Shortly before Christmas, God put on my heart the story of Jesus’ birth, particularly Mary’s role in Jesus’ birth. I felt prompted to write about it but got very sick and busy.
As the new year began, I felt God nudging me again. “But Christmas is over,” I thought. However, what God has been teaching me from this story is not over.
I’ve mentioned in an earlier post that this season I’ve felt more aware of expectation as my husband and I are expecting for the first time. I’ve also felt a little more connected to Mary, the Mother of Jesus, since she was pregnant or had a newborn during the Christmas Story.
As I read through first chapter in Luke, I couldn’t help but put myself in Mary’s shoes. She was young, unmarried, and Joseph could have divorced her/ended their engagement. Having your significant other leave you after you tell them you’re pregnant would be devastating in this day and age, let alone over two thousand years ago when women were dependant on men to survive. How could something so uncertain be part of God’s plan?
Of course before any of this rolls into motion, the angel Gabriel visits Mary.
But the angel said to her, “Do not be afraid, Mary; you have found favor with God. You will conceive and give birth to a son, and you are to call him Jesus. He will be great and will be called the Son of the Most High. The Lord God will give him the throne of his father David, and he will reign over Jacob’s descendants forever; his kingdom will never end.”
“How will this be,” Mary asked the angel, “since I am a virgin?”
The angel answered, “The Holy Spirit will come on you, and the power of the Most High will overshadow you. So the holy one to be born will be called the Son of God. Even Elizabeth your relative is going to have a child in her old age, and she who was said to be unable to conceive is in her sixth month. For no word from God will ever fail.”
“I am the Lord’s servant,” Mary answered. “May your word to me be fulfilled.” Then the angel left her. (Luke 1:30-38 NIV).
Maybe I have more trust issues than Mary and maybe the Bible left out any internal turmoil she may have been feeling, but I feel like she took the news rather well. Gabriel DID give her GOOD news, but the circumstances were not ideal.
Fast forward to when Jesus is going to be born and Mary has to travel, away from home, to a different town because there was a census (Luke 2:1 NIV), she goes into labor, gives birth to Jesus, and has to place him in a manger because THERE WAS NO ROOM IN THE INN (Luke 2:6-7 NIV).
This story is familiar to me and has been heard and read over and over throughout my life. A few times, I’ve thought, “well that wasn’t very convenient.” But it wasn’t until this year that I thought, “WHAT WAS GOING ON?!”
You mean to tell me the God’s son, the Savior of the world could not have a pleasant or at least normal birth? Instead his poor mother has to travel, give birth away from home for the first time, probably alone and with little to no assistance, and she is around livestock because she couldn’t at least have her baby in an actual building made for human beings. It is so bizarre.
We don’t have a social media post or birth story/announcement from Mary to tell us how she felt about every millisecond of Jesus’ birth. Really, the only information we have about how she felt or decided to feel about the situation is from Luke 1:38 (NKJV) “ […] Behold the maidservant of the Lord! Let it be to me according to your word.”

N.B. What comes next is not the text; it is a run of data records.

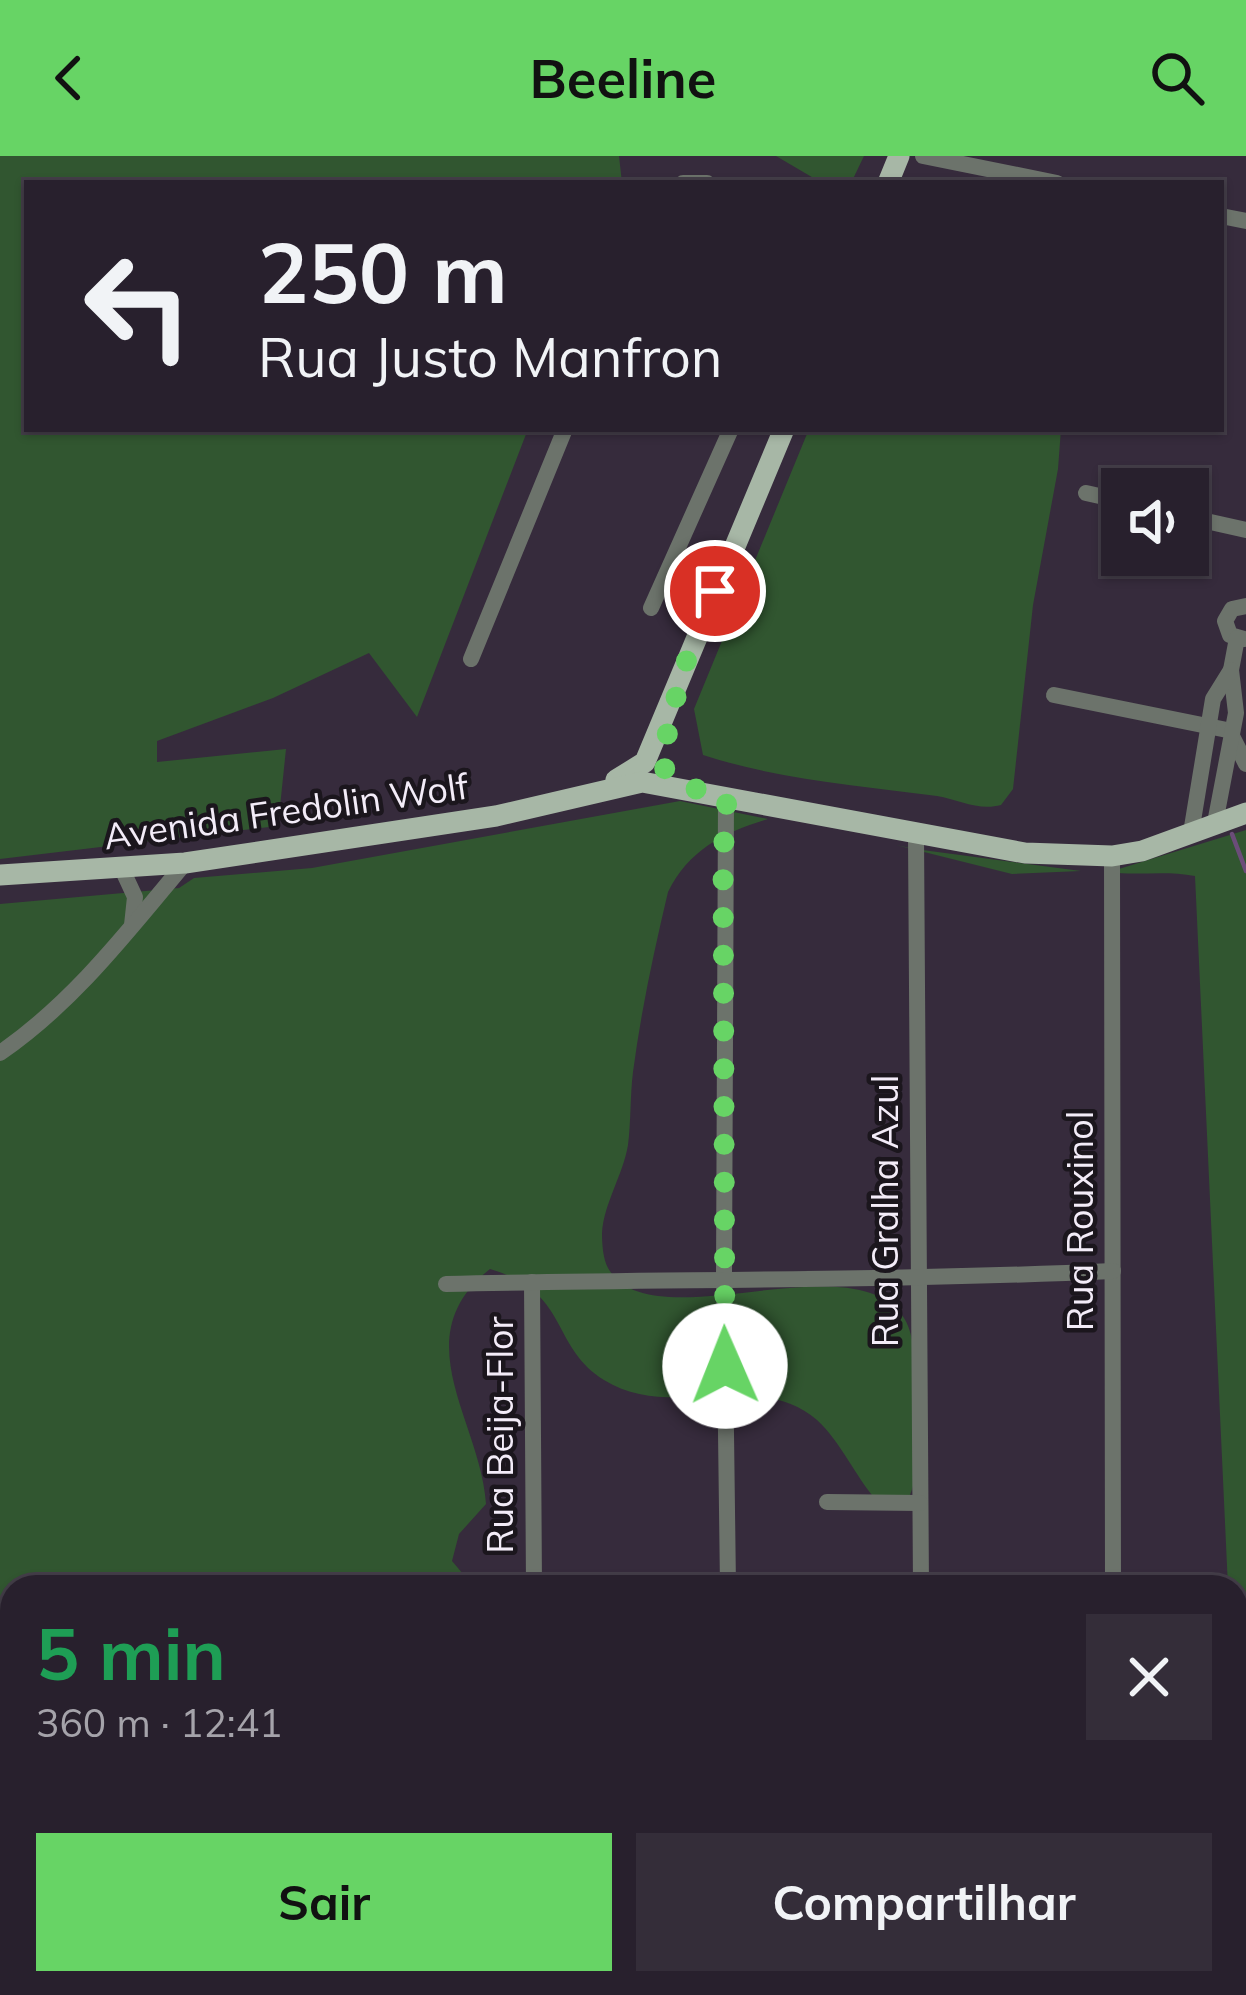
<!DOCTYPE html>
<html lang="pt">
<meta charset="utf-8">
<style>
body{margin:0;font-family:Mulish,sans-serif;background:#342d39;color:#f1f3f6;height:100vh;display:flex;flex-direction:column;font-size:45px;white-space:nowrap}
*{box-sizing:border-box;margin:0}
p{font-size:39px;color:#a5a3aa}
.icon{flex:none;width:66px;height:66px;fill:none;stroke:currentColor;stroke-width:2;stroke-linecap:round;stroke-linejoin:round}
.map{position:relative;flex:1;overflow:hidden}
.drawer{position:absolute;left:0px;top:1419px;width:1248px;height:420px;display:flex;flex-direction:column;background:#28202d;border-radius:36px 36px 0 0;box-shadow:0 3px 9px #0004,0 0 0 3px #443e49}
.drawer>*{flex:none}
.banner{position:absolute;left:24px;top:24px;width:1200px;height:252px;border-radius:0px;box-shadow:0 3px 9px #0004,0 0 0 3px #443e49;background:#28202d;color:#f1f3f6;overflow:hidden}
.tools{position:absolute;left:1101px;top:312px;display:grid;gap:24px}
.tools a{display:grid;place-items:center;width:108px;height:108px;border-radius:0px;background:#28202d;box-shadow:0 3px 9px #0004,0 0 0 3px #443e49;font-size:60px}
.pin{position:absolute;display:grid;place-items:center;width:102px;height:102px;color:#fff;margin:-51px;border:6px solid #fff;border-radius:50%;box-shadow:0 3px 12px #0007}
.me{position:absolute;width:132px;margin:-66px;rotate:359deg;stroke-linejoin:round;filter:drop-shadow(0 0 9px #0008)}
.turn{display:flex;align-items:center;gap:42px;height:252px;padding:0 36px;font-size:54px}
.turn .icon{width:156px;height:156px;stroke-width:2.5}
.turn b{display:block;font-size:84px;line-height:102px}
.round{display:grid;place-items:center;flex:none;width:126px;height:126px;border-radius:0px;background:#342d39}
.summary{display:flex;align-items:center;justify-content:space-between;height:204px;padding:0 36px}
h1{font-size:72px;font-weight:700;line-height:90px;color:#1e9e55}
.button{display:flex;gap:24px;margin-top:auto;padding:24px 36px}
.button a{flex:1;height:138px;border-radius:0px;background:#67d465;color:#111;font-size:48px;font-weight:700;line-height:138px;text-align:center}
.button a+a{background:#342d39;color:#f1f3f6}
header{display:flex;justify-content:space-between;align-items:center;height:156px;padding:0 36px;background:#67d465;color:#111;font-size:54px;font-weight:700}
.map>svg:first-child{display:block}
</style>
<header><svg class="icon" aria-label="back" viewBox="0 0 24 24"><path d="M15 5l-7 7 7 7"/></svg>Beeline<svg class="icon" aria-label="search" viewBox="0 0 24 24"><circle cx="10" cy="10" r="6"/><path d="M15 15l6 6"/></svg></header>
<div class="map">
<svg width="1246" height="1839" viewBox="0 0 1246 1839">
<rect width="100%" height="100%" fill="#362b3c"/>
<g fill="#315630">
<polygon points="0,0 619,0 622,27 27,27 27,273 528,273 417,561 369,497 273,542 157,585 157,606 286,593 278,670 0,703"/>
<polygon points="776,0 864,0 851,27 822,27"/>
<path d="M809 273H1061L1058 313 1033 449 1013 633 1001 649C979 655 959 644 937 640 857 629 780 624 703 599L694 553Z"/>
<path d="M680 645 768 663C725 676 689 693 668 736 654 795 641 855 633 916 630 940 631 965 628 989 623 1019 604 1047 602 1077 602 1088 603 1103 608 1112 650 1187 848 1085 902 1159 916 1178 914 1208 915 1231 916 1266 923 1306 910 1339L877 1345C855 1320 841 1286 817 1264 757 1212 670 1266 604 1224 549 1189 571 1137 490 1113 403 1182 481 1265 486 1348L459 1378 452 1405 474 1431H12V1686H0V748L179 732 194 722 312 712Z"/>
<path d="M1246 674V1839H1209L1210 1827H1236V1431H1228L1195 720C1165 714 1138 720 1109 716Z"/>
<polygon points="896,689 915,693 1081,715 1012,718"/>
<polygon points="780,1827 1014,1827 1014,1839 796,1839"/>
</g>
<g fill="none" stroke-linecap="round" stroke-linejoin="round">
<polyline stroke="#6b4c79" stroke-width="4.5" points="1232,678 1246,715"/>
<g stroke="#6c736b" stroke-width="16">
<polyline points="923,0 1057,27"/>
<polyline points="683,27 707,27"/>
<polyline points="1221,60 1246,65"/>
<polyline points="1086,337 1122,345"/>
<polyline points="1188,361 1246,374"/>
<polyline points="651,452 731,273"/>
<polyline points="1244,483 1230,479 1225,465 1232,453 1246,450"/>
<polyline points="471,503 565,273"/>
<polyline points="1054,539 1232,575"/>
<polyline points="1232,580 1246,608"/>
<polyline points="726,643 724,1122 728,1431"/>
<polyline points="1215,667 1236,557 1231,514 1237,482"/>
<polyline points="1191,677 1213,543 1231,514"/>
<polyline points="916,679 921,1431"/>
<polyline points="1112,700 1113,1431"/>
<polyline points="122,713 135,741 132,769"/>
<path d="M0 897C74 846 128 775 185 707"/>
<polyline points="532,1126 534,1431"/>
<path d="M446 1128C668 1123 891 1125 1113 1115"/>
<polyline points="827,1346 920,1347"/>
<polyline points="0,1819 12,1817"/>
<polyline points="210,1827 225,1839"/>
<polyline points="1112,1839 1112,1827"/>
</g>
<g stroke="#a7b7a6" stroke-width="21">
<polyline points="888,27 899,0"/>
<polyline points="616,624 645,606 784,273"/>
<polyline points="0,719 185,707 496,660 642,626 1025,697 1112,700 1142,695 1246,657"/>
</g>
</g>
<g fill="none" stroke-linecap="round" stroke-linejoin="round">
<polyline stroke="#67d465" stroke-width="21" stroke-dasharray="0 37.8" points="715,435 682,516 660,609 687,630 727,643 723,699 725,1210"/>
</g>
<g text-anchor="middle" stroke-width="9" stroke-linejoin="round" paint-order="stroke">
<g font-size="36" fill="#f3ecf8" stroke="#1b161d">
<text transform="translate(286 655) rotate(-8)" y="13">Avenida Fredolin Wolf</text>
<text transform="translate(885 1055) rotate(-90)" y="13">Rua Gralha Azul</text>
<text transform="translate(1080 1065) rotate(-90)" y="13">Rua Rouxinol</text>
<text transform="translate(500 1279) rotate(-90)" y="13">Rua Beija-Flor</text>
</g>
</g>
</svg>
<div class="tools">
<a><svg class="icon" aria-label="sound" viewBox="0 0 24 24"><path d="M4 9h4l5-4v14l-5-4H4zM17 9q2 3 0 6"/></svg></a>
</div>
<div class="pin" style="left:715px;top:435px;background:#d93025"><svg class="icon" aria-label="arrive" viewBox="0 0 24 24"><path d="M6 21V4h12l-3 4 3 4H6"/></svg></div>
<svg class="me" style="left:725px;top:1210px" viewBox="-20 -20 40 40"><circle r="19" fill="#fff"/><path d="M0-13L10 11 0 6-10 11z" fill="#67d465"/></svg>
<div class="banner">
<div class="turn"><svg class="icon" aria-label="left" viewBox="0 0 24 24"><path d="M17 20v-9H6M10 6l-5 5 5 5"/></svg><div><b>250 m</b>Rua Justo Manfron</div></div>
</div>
<section class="drawer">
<div class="summary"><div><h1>5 min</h1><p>360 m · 12:41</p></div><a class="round"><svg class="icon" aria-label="close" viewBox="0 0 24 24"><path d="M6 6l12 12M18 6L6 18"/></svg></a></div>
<div class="button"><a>Sair</a><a>Compartilhar</a></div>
</section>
</div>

The confidence in this statement is incomprehensible for me. How often do things go wrong in our life, are inconvenient, or confusing and so quickly we (or at least I!) start to second guess God’s plan.
The enemy is so good at lying to us in these moments.
“Did God really say?” “Did you misunderstand?” “Everything is going wrong, this can’t be God’s plan.”
Has the enemy been speaking similar things to you, “Did God really tell you to start your own business?” “Did God really say to buy that house?” “Do you really know who God says you are?”
Long story short, Jesus was born and Mary raised him. He died for the world, giving eternal life and sent the Holy Spirit to be with us after ascending into heaven. Mission accomplished. The details of how he came into the world were not convenient or ideal but the mission was still accomplished and had an everlasting, immeasurable, and unfathomable impact.
Lately, there have been some circumstances in my life that have made it easier to entertain questions like some of the ones above. But I strive to be more like Mary whose response was “I am the Lord’s servant. Let it be to me according to your word.”
Will you stay the course and walk confidently in what God has spoken to you as Mary did or be swayed by your circumstances? As difficult as it may be at times, I pray for myself and for you, that we will always say yes to Jesus “let it be to me according to your word” and be patient enough to watch the everlasting, immeasurable, and unfathomable impact unfold.